Antonieta entreolhou os outros dois. Eles tinham a mesma expressão de relutância.

Engolindo em seco, ela se aproximou da porta lentamente. A ação da mão contra a entrada agora tinha se transformado em socos. A pessoa que estivesse do lado de fora começara a se irritar.

— Quem... é? — perguntou ela, de novo.

TOOM!TOOM!

— Abre — disse Gabriel. — Depois de tudo que aconteceu... — Ela o encarou, incrédula. — ... ficar com medo de umas batidinhas na porta...

TOOM! TOOM!

— Por que você não vem aqui e abre, então?

TOOM! TOOM!

Ele hesitou por um instante.

— Tá bom, então — disse, por fim. — Pode ser.

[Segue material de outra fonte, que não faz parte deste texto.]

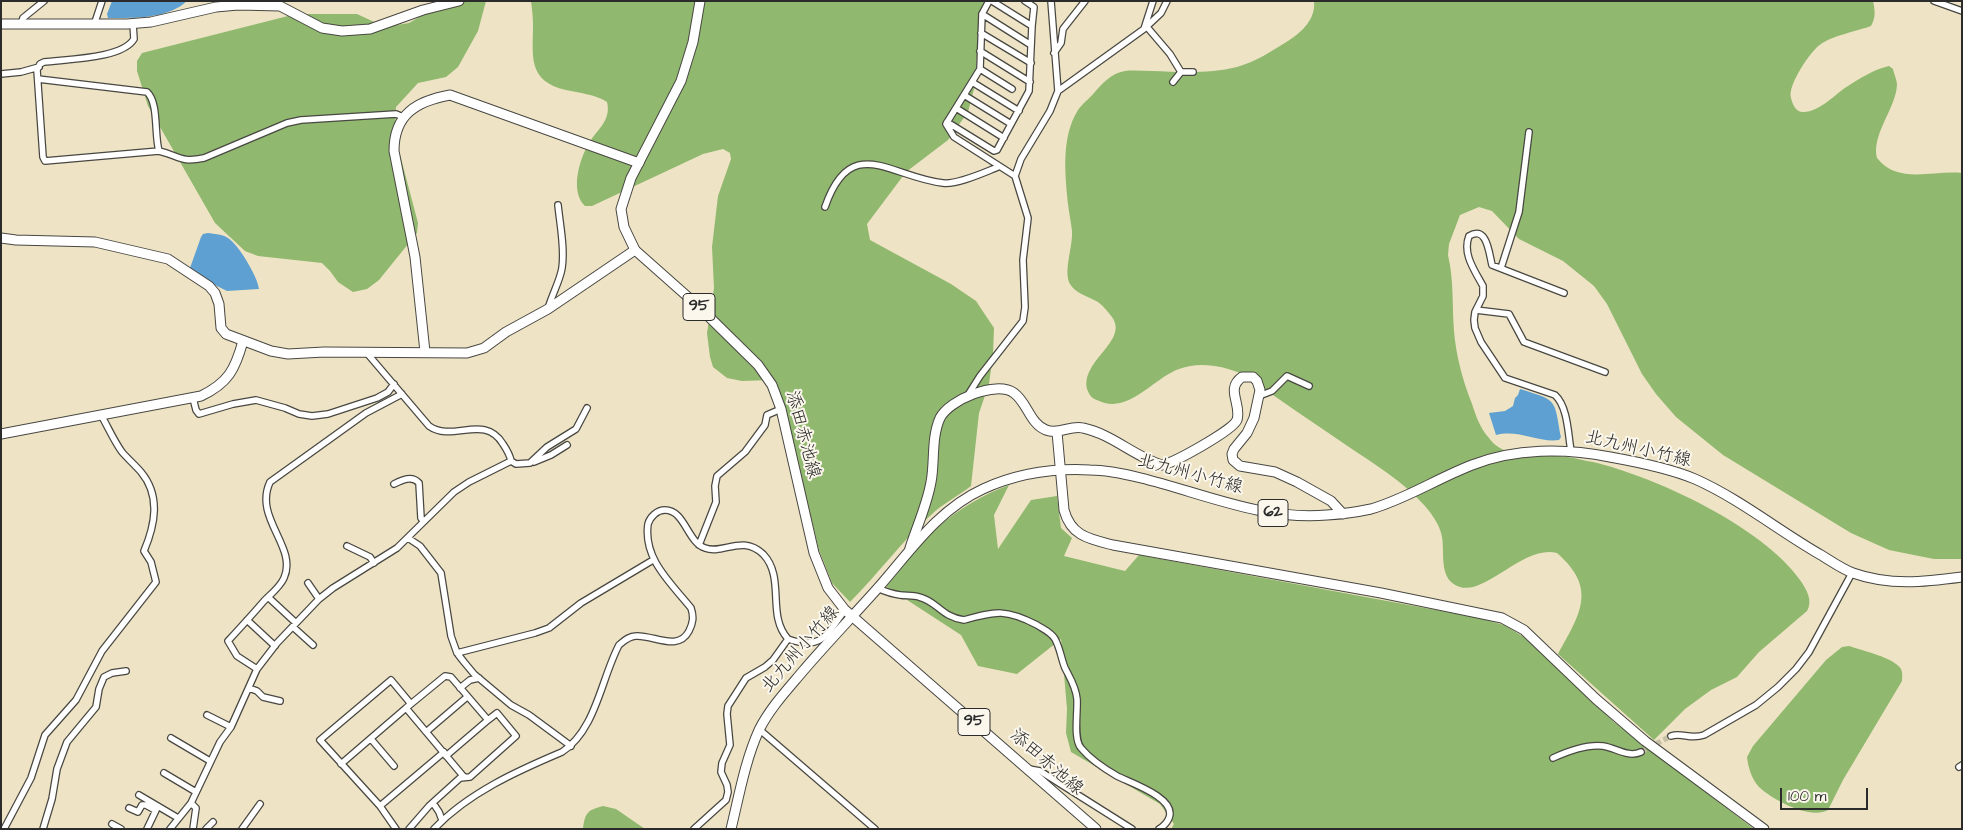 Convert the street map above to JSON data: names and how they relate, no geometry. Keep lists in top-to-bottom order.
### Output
{
  "streets": {
    "street": [
      "95",
      "添田赤池線",
      "北九州小竹線",
      "62"
    ]
  },
  "crossings": [
    ["添田赤池線", "北九州小竹線"]
  ],
  "scale_bar": "100 m"
} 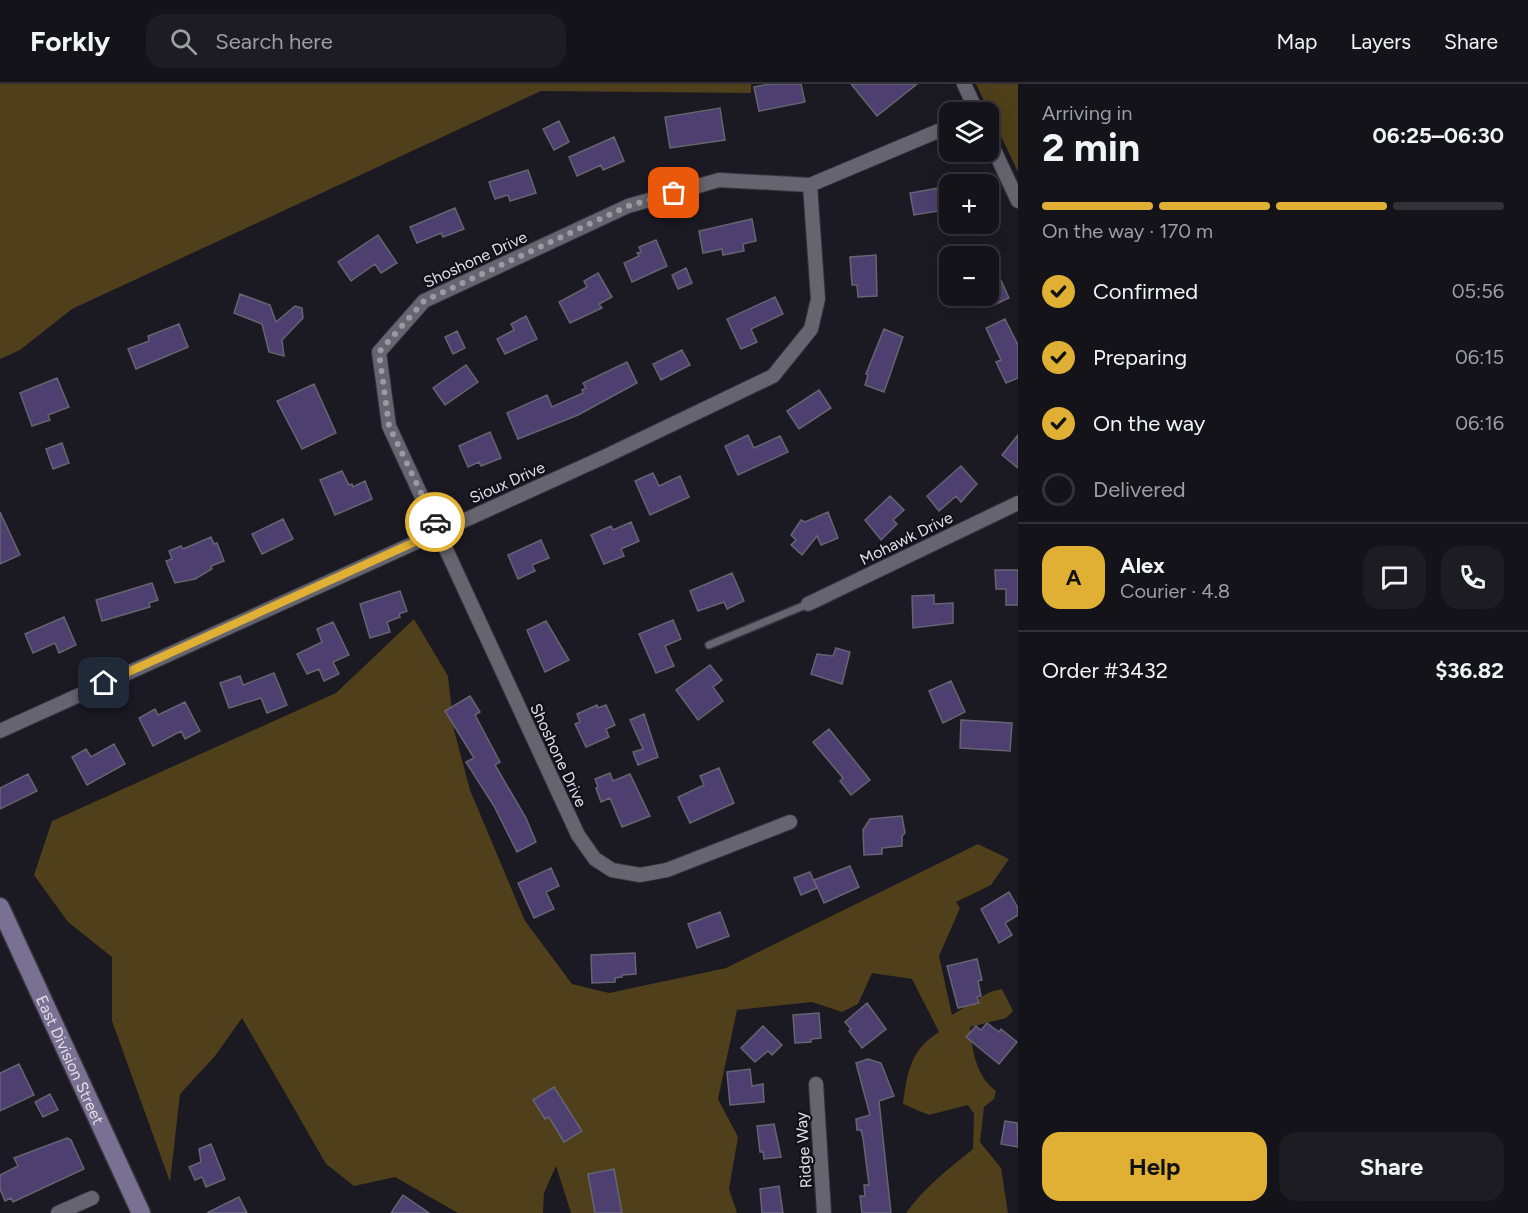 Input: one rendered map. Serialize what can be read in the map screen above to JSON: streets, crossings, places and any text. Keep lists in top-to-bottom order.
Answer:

Eles substituíram os lugares. Antonieta ficou do lado de Lorraine e Gabriel começou a marchar até a saída, onde o barulho do baque, baque perseverava.

Gabriel respirou fundo antes de girar a maçaneta. Ele não perguntou nada para a pessoa de fora; apenas abriu e se afastou.

À frente, uma rajada de ar congelante flagelou a cutícula de quem estava aquecido pelo calor fraco (mas ainda assim existente) da casa. Todos tremeram até as pontas dos pés. Adiante, as lágrimas do mundo cobriam toda a visão, exceto a do...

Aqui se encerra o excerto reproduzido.